| name | pr-polish |
| description | Alternate /pr-review and /pr-address on a PR until the PR is truly mergeable — no new review findings, zero unresolved inline threads, zero unaddressed top-level reviews or issue comments, all CI checks green, and two consecutive quiet polls after CI settles. Use when the user wants a PR polished to merge-ready without setting a fixed number of rounds. |
| user-invocable | true |
| argument-hint | [PR number or URL] — if omitted, finds PR for current branch. |
| metadata | {"author":"autogpt-team","version":"1.0.0"} |
PR Polish
Goal.
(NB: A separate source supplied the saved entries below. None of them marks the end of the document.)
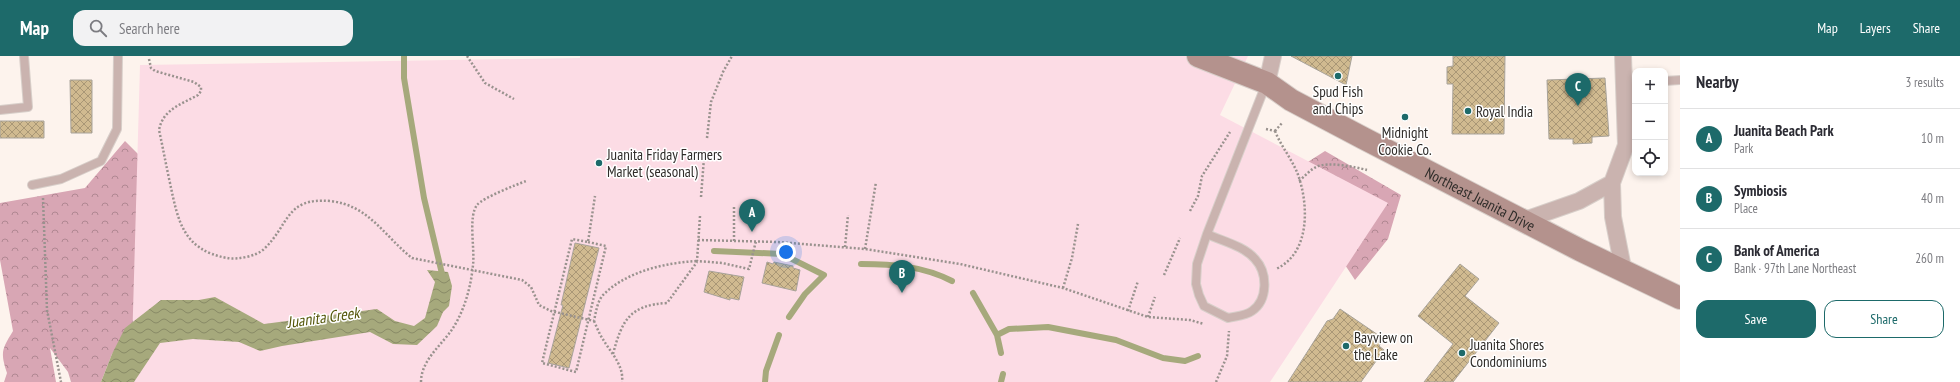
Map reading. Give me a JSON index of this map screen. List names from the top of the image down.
{
  "streets": {
    "main road": ["Northeast Juanita Drive"]
  },
  "water": ["Juanita Creek"],
  "places": [
    "Spud Fish and Chips",
    "Royal India",
    "Midnight Cookie Co.",
    "Juanita Friday Farmers Market (seasonal)",
    "Bayview on the Lake",
    "Juanita Shores Condominiums"
  ],
  "page": {
    "header": "Map",
    "search": "Search here",
    "nav": ["Map", "Layers", "Share"],
    "heading": ["Nearby", "3 results"],
    "map_buttons": ["+", "−"],
    "pins": ["C", "A", "B"],
    "list": [
      {
        "mark": "A",
        "name": "Juanita Beach Park",
        "note": "Park",
        "value": "10 m"
      },
      {
        "mark": "B",
        "name": "Symbiosis",
        "note": "Place",
        "value": "40 m"
      },
      {
        "mark": "C",
        "name": "Bank of America",
        "note": "Bank · 97th Lane Northeast",
        "value": "260 m"
      }
    ],
    "buttons": ["Save", "Share"]
  }
}
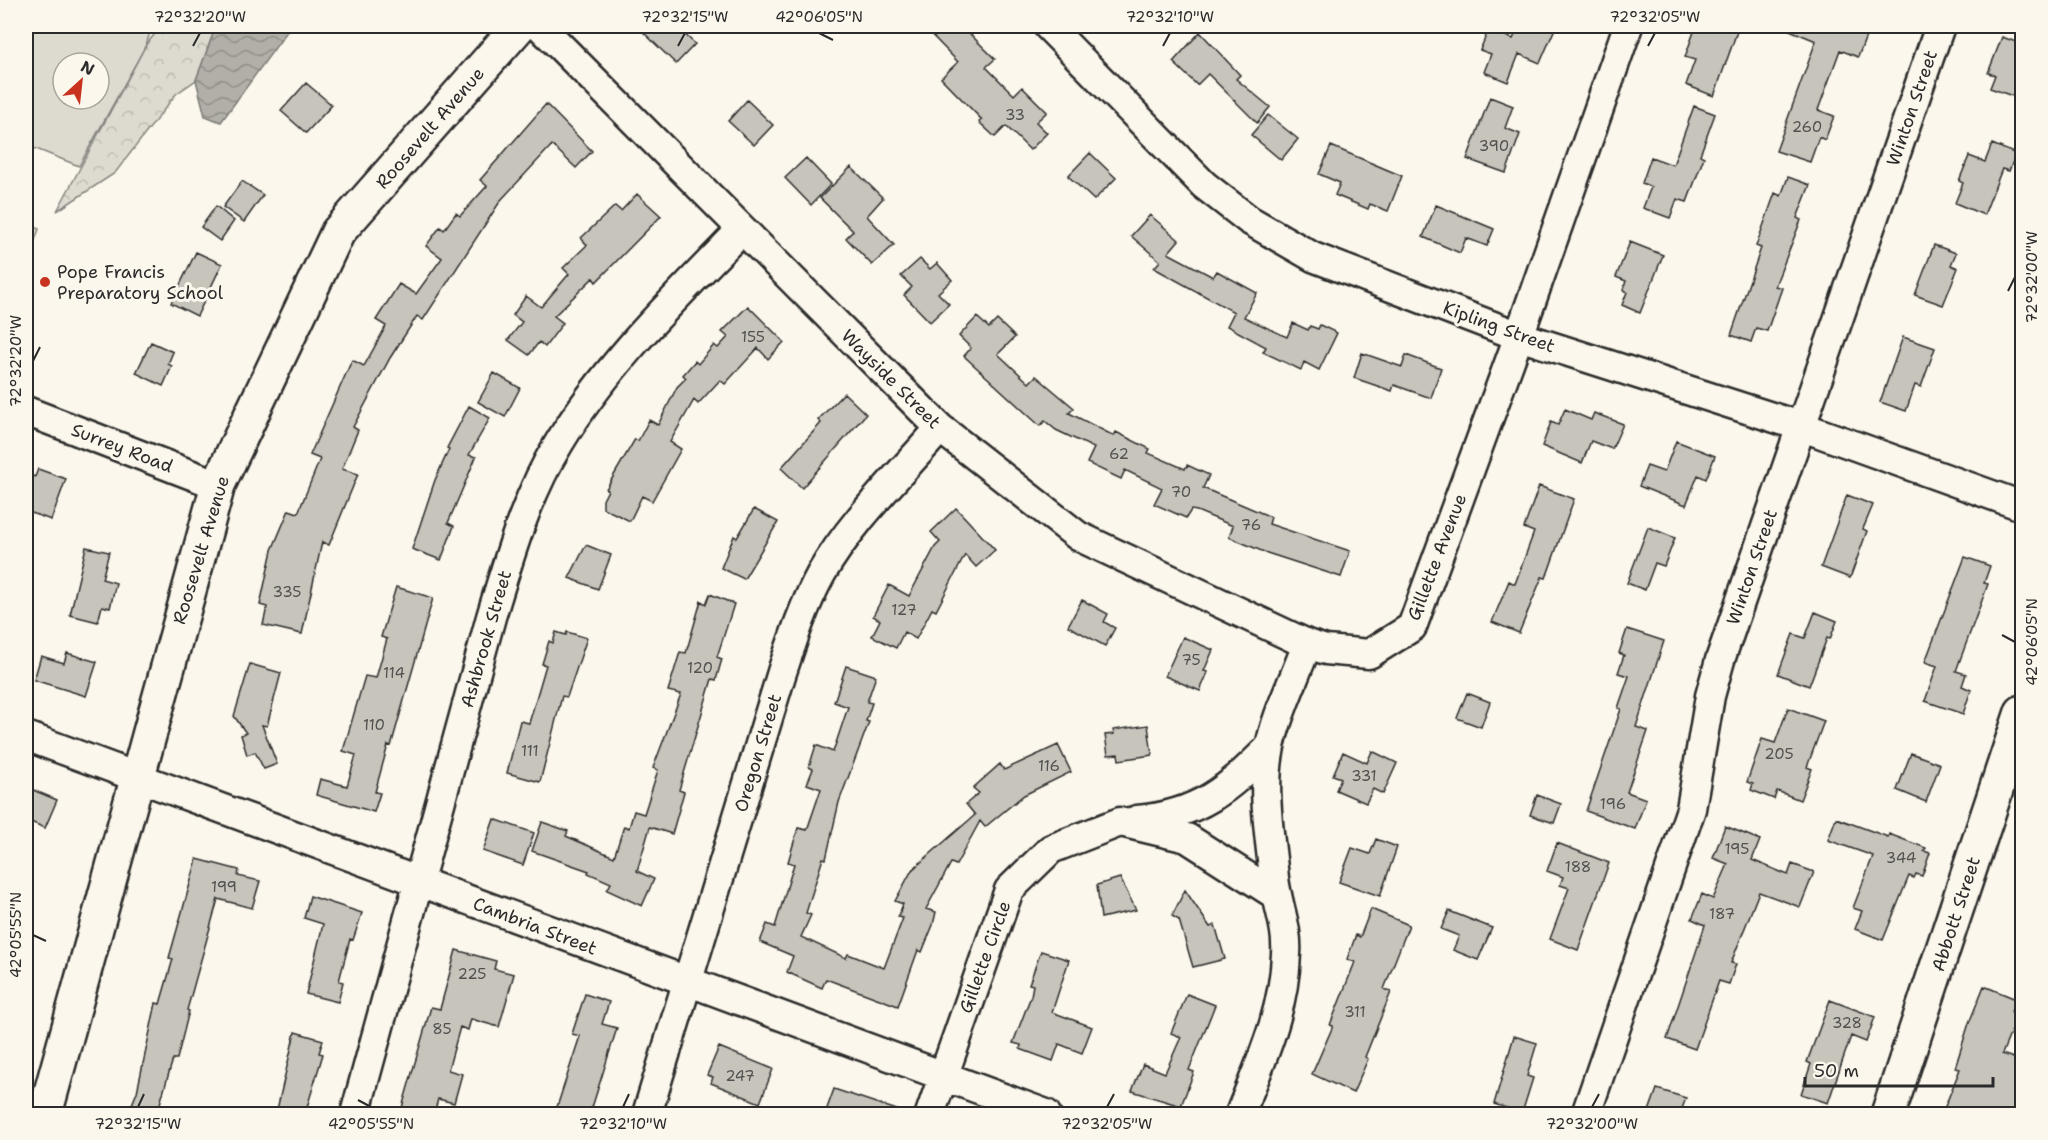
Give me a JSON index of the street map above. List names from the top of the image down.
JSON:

Drive a PR to merge-ready by alternating /pr-review and /pr-address until all of the following hold:
- The most recent
/pr-review produces zero new findings (no new inline comments, no new top-level reviews with a non-empty body).
- Every inline review thread reachable via GraphQL reports
isResolved: true.
- Every non-bot, non-author top-level review has been acknowledged (replied-to) OR resolved via a thread it spawned.
- Every non-bot, non-author issue comment has been acknowledged (replied-to).
- Every CI check is
conclusion: "success" or "skipped" / "neutral" — none "failure" or still pending.
- Two consecutive post-CI polls (≥60s apart) stay clean — no new threads, no new non-empty reviews, no new issue comments. Bots (coderabbitai, sentry, autogpt-reviewer) frequently post late after CI settles; a single green snapshot is not sufficient.
Do not stop at a fixed number of rounds. If round N introduces new comments, round N+1 is required. Cap at _MAX_ROUNDS = 10 as a safety valve, but expect 2–5 in practice.
TodoWrite
Before starting, write two todos so the user can see the loop progression:
Round {current}: /pr-review + /pr-address on PR #{N} — current iteration.
Final polish polling: 2 consecutive clean polls, CI green, 0 unresolved — runs after the last non-empty review round.
Update the current round counter at the start of each iteration; mark completed only when the round's address step finishes (all new threads addressed + resolved).
Find the PR
ARG_PR="${ARG:-}"
if [[ "$ARG_PR" =~ ^https?://github\.com/[^/]+/[^/]+/pull/([0-9]+) ]]; then
ARG_PR="${BASH_REMATCH[1]}"
fi
PR="${ARG_PR:-$(gh pr list --head "$(git branch --show-current)" --repo Significant-Gravitas/AutoGPT --json number --jq '.[0].number')}"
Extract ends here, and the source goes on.